*WHAT TO PRODUCE*:
Write out word for word each line of the records, beginning at the first and stopping after the line with "font-size:16px; font-style:normal; color:var(--muted)". Leave the pictures out.

*-*-*

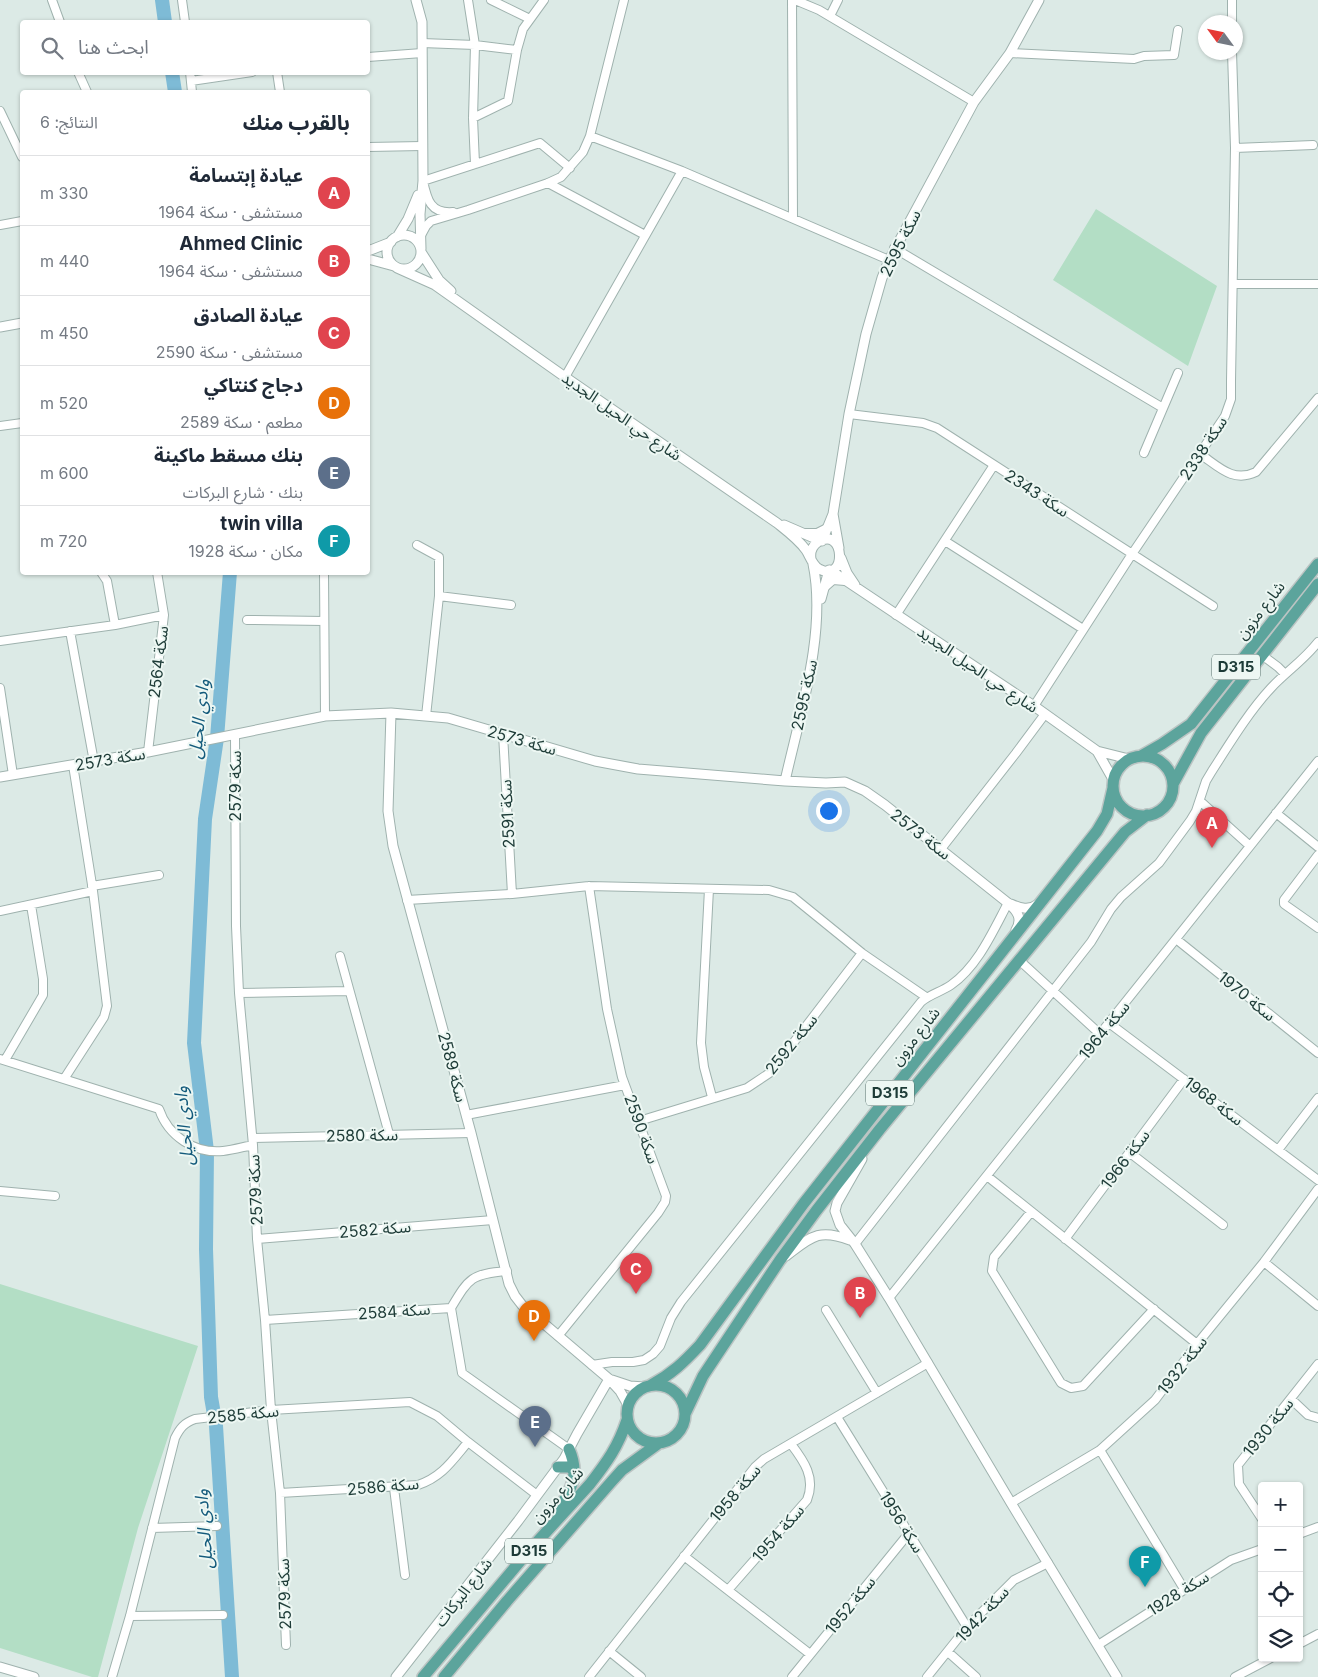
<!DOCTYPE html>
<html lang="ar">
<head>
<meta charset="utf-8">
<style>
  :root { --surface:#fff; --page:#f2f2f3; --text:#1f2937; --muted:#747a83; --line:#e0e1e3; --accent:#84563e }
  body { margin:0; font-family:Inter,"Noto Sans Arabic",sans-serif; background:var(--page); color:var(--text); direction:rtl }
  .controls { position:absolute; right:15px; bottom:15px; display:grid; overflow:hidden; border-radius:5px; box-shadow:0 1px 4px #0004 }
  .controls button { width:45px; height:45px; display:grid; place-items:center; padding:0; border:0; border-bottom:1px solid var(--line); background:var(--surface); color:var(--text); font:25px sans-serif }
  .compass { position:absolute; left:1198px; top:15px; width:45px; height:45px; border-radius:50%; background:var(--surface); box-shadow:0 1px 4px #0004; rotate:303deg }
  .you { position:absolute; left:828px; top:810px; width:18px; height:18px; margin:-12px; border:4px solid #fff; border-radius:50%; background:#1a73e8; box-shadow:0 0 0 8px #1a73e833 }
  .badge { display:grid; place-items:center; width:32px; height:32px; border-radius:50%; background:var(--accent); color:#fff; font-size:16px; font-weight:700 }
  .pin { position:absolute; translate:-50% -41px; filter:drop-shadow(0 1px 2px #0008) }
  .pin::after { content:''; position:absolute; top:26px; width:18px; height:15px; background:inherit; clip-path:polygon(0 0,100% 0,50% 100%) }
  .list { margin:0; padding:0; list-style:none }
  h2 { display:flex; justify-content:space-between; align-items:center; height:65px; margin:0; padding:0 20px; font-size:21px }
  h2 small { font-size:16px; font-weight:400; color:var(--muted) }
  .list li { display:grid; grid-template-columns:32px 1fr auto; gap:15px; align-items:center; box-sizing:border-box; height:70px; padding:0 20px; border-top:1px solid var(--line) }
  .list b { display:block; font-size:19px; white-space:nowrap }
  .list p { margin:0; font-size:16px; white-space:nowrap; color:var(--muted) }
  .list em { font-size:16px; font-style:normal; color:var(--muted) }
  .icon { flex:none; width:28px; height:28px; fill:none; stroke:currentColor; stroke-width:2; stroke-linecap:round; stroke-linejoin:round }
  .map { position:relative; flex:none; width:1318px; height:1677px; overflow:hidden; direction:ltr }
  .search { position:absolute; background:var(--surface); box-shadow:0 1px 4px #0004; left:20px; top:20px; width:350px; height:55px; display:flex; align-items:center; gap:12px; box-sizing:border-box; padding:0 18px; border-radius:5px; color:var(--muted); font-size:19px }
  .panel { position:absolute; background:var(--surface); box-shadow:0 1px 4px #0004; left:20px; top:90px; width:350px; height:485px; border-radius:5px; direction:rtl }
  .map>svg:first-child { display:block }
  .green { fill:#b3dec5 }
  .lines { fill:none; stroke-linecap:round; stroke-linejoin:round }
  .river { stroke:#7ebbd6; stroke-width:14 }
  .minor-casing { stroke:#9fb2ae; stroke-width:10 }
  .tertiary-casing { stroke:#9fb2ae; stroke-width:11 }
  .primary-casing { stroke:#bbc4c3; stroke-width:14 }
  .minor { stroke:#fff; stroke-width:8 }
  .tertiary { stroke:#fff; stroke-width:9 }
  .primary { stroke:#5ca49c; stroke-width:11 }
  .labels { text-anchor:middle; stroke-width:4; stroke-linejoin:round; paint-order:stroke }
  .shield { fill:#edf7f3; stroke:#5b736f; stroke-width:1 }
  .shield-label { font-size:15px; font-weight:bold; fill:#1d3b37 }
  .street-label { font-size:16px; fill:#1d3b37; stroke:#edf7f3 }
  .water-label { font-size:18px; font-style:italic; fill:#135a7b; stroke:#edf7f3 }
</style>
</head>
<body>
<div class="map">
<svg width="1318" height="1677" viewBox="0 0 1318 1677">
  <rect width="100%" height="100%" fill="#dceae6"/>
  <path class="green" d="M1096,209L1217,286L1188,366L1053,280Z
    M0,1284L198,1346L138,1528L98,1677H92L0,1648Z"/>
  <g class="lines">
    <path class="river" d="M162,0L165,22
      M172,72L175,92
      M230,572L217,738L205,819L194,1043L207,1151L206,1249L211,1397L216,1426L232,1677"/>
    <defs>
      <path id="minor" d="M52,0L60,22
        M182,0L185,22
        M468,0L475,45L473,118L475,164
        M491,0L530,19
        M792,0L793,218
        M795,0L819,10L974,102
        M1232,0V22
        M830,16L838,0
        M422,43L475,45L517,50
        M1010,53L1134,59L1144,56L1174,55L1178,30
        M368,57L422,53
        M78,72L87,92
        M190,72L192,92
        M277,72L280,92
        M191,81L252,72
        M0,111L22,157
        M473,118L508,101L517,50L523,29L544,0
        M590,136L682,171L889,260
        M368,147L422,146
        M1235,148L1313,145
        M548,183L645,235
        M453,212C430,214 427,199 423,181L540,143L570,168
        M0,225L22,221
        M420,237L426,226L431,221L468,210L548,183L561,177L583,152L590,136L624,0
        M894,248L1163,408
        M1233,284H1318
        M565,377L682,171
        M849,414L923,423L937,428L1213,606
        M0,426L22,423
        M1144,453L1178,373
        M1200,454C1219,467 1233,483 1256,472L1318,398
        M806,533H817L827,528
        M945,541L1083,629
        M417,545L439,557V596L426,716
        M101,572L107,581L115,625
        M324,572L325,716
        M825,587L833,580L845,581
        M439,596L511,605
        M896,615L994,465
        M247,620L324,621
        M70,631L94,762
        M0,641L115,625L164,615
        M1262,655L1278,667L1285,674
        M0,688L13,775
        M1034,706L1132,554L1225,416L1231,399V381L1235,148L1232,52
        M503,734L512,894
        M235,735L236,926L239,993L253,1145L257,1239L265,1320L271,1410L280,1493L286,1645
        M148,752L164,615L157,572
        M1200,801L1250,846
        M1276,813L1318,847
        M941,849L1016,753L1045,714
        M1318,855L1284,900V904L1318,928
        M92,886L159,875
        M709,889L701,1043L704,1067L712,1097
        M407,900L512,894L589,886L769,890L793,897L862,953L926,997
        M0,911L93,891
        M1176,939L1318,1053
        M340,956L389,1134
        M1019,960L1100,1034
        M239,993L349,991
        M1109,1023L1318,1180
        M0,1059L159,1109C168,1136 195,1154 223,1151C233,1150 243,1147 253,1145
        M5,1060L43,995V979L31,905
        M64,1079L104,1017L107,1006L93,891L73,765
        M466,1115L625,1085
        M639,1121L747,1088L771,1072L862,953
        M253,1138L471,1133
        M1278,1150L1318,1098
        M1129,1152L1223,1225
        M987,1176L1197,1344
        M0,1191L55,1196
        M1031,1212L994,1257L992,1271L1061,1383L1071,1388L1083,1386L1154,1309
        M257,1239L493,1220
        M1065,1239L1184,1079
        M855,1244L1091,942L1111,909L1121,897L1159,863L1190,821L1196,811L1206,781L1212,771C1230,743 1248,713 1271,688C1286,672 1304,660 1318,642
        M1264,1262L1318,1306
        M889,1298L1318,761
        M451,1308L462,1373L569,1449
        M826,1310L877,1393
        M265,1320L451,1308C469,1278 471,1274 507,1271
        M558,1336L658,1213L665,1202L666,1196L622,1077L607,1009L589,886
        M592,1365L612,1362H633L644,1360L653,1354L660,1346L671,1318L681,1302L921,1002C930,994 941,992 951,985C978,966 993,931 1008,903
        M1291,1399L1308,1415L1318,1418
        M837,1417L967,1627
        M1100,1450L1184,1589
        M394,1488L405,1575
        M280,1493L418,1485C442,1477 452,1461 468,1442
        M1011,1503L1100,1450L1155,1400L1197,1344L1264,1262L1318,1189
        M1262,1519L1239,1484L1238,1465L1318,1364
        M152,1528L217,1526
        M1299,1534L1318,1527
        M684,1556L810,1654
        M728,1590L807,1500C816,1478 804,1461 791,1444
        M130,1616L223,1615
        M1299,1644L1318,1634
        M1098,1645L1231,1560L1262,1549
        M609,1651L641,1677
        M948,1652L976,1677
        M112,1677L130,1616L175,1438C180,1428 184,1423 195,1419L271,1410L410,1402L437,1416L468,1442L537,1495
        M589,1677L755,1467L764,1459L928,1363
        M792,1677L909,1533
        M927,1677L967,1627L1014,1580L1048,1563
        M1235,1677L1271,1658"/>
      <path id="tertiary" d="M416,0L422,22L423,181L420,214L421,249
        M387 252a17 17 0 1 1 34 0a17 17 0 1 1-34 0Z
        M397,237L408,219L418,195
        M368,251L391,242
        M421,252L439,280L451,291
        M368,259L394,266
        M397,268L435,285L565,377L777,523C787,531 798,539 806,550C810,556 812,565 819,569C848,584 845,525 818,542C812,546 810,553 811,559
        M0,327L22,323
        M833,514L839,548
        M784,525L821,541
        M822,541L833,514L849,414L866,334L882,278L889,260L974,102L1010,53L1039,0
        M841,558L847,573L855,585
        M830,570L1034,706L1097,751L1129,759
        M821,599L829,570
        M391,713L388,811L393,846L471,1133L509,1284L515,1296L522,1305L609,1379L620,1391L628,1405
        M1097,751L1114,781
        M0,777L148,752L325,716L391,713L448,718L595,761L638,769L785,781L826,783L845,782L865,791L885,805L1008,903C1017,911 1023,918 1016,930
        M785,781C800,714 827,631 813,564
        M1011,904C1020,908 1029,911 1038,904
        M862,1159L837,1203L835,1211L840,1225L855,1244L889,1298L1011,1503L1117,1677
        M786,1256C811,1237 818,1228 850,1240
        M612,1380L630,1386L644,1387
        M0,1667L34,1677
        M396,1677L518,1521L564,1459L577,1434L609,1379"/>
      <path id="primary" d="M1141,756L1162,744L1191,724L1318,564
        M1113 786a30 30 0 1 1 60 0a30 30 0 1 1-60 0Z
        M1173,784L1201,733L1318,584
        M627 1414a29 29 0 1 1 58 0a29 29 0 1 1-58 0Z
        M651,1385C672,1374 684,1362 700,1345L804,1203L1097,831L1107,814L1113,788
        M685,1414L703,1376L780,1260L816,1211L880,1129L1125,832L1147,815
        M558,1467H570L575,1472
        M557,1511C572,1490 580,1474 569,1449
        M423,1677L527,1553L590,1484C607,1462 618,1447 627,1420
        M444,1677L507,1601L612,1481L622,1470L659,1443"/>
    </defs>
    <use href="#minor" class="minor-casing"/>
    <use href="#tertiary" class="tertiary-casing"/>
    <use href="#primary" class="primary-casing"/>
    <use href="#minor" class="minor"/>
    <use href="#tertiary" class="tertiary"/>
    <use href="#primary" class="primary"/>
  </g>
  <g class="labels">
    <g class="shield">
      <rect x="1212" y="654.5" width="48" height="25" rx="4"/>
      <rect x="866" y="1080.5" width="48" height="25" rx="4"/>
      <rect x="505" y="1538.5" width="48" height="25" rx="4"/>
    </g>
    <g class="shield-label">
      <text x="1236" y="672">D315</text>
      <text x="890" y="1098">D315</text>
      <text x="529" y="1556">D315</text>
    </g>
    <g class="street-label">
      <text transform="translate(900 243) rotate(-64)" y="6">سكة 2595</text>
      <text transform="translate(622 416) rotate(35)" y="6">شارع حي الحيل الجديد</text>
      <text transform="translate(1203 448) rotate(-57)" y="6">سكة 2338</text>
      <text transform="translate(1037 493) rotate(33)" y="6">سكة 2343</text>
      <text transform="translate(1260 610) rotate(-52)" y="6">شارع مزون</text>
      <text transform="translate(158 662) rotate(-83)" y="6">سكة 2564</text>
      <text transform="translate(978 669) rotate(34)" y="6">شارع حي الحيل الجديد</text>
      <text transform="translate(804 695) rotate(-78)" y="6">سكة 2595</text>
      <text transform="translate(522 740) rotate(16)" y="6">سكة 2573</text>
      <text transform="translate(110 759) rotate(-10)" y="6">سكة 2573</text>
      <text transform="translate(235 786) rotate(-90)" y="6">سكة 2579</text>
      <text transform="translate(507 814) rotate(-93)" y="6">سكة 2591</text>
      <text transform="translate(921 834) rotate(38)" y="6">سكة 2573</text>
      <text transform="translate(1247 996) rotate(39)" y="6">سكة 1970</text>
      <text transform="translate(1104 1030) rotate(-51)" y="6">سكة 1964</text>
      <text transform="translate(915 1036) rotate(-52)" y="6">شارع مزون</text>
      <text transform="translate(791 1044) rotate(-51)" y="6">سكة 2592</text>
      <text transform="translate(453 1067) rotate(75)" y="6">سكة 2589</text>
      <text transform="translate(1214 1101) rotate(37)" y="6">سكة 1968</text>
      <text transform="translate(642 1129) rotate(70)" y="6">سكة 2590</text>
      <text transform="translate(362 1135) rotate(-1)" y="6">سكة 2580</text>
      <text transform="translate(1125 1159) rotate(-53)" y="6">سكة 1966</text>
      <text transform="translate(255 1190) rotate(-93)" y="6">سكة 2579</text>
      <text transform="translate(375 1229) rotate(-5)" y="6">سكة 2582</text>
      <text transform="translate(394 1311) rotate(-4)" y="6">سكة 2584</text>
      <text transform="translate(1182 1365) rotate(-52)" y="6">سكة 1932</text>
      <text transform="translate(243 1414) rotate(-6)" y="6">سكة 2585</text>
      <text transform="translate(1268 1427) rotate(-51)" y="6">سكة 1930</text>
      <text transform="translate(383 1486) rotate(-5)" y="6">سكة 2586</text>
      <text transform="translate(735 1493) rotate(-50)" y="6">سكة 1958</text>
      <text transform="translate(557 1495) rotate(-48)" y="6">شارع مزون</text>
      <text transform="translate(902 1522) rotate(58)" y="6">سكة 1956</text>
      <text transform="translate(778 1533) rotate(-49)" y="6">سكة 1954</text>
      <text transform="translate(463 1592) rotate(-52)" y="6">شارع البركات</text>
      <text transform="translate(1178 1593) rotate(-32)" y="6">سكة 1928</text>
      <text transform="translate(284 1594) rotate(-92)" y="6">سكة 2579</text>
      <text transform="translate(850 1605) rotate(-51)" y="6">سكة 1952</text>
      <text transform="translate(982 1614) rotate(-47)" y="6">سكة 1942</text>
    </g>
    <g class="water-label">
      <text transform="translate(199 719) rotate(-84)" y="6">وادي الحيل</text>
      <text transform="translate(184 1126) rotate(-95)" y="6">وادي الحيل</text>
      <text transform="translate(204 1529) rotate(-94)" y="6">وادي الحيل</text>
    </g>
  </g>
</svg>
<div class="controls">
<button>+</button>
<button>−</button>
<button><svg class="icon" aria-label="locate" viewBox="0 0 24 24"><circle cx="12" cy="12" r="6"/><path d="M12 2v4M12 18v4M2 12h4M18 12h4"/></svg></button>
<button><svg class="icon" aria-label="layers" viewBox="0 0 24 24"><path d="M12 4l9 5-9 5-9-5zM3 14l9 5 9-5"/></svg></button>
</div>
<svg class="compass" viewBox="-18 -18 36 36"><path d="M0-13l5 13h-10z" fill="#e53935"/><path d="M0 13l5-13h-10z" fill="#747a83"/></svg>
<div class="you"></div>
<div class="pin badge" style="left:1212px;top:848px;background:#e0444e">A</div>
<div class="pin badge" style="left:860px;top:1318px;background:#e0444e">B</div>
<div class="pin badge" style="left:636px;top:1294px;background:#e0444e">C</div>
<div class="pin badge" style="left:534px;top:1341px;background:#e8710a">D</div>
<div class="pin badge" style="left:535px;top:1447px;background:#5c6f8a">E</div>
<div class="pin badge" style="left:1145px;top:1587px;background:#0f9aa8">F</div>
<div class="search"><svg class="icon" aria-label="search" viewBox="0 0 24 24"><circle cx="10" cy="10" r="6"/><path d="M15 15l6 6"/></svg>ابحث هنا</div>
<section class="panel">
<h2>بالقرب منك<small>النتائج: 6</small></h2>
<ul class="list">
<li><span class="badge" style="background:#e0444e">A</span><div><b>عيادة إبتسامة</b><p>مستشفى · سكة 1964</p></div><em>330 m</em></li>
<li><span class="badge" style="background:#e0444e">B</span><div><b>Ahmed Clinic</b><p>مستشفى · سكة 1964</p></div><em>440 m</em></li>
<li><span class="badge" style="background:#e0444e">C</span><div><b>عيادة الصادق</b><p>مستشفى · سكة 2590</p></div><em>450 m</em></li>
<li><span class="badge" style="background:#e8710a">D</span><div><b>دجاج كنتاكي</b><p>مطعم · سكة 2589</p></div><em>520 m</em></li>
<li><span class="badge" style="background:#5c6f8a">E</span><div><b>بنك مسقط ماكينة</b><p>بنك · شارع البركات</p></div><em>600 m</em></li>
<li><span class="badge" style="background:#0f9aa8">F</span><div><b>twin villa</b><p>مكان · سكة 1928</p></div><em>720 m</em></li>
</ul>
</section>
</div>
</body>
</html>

*-*-*

*OUTPUT FOR THIS TASK*:
<!DOCTYPE html>
<html lang="ar">
<head>
<meta charset="utf-8">
<style>
  :root { --surface:#fff; --page:#f2f2f3; --text:#1f2937; --muted:#747a83; --line:#e0e1e3; --accent:#84563e }
  body { margin:0; font-family:Inter,"Noto Sans Arabic",sans-serif; background:var(--page); color:var(--text); direction:rtl }
  .controls { position:absolute; right:15px; bottom:15px; display:grid; overflow:hidden; border-radius:5px; box-shadow:0 1px 4px #0004 }
  .controls button { width:45px; height:45px; display:grid; place-items:center; padding:0; border:0; border-bottom:1px solid var(--line); background:var(--surface); color:var(--text); font:25px sans-serif }
  .compass { position:absolute; left:1198px; top:15px; width:45px; height:45px; border-radius:50%; background:var(--surface); box-shadow:0 1px 4px #0004; rotate:303deg }
  .you { position:absolute; left:828px; top:810px; width:18px; height:18px; margin:-12px; border:4px solid #fff; border-radius:50%; background:#1a73e8; box-shadow:0 0 0 8px #1a73e833 }
  .badge { display:grid; place-items:center; width:32px; height:32px; border-radius:50%; background:var(--accent); color:#fff; font-size:16px; font-weight:700 }
  .pin { position:absolute; translate:-50% -41px; filter:drop-shadow(0 1px 2px #0008) }
  .pin::after { content:''; position:absolute; top:26px; width:18px; height:15px; background:inherit; clip-path:polygon(0 0,100% 0,50% 100%) }
  .list { margin:0; padding:0; list-style:none }
  h2 { display:flex; justify-content:space-between; align-items:center; height:65px; margin:0; padding:0 20px; font-size:21px }
  h2 small { font-size:16px; font-weight:400; color:var(--muted) }
  .list li { display:grid; grid-template-columns:32px 1fr auto; gap:15px; align-items:center; box-sizing:border-box; height:70px; padding:0 20px; border-top:1px solid var(--line) }
  .list b { display:block; font-size:19px; white-space:nowrap }
  .list p { margin:0; font-size:16px; white-space:nowrap; color:var(--muted) }
  .list em { font-size:16px; font-style:normal; color:var(--muted) }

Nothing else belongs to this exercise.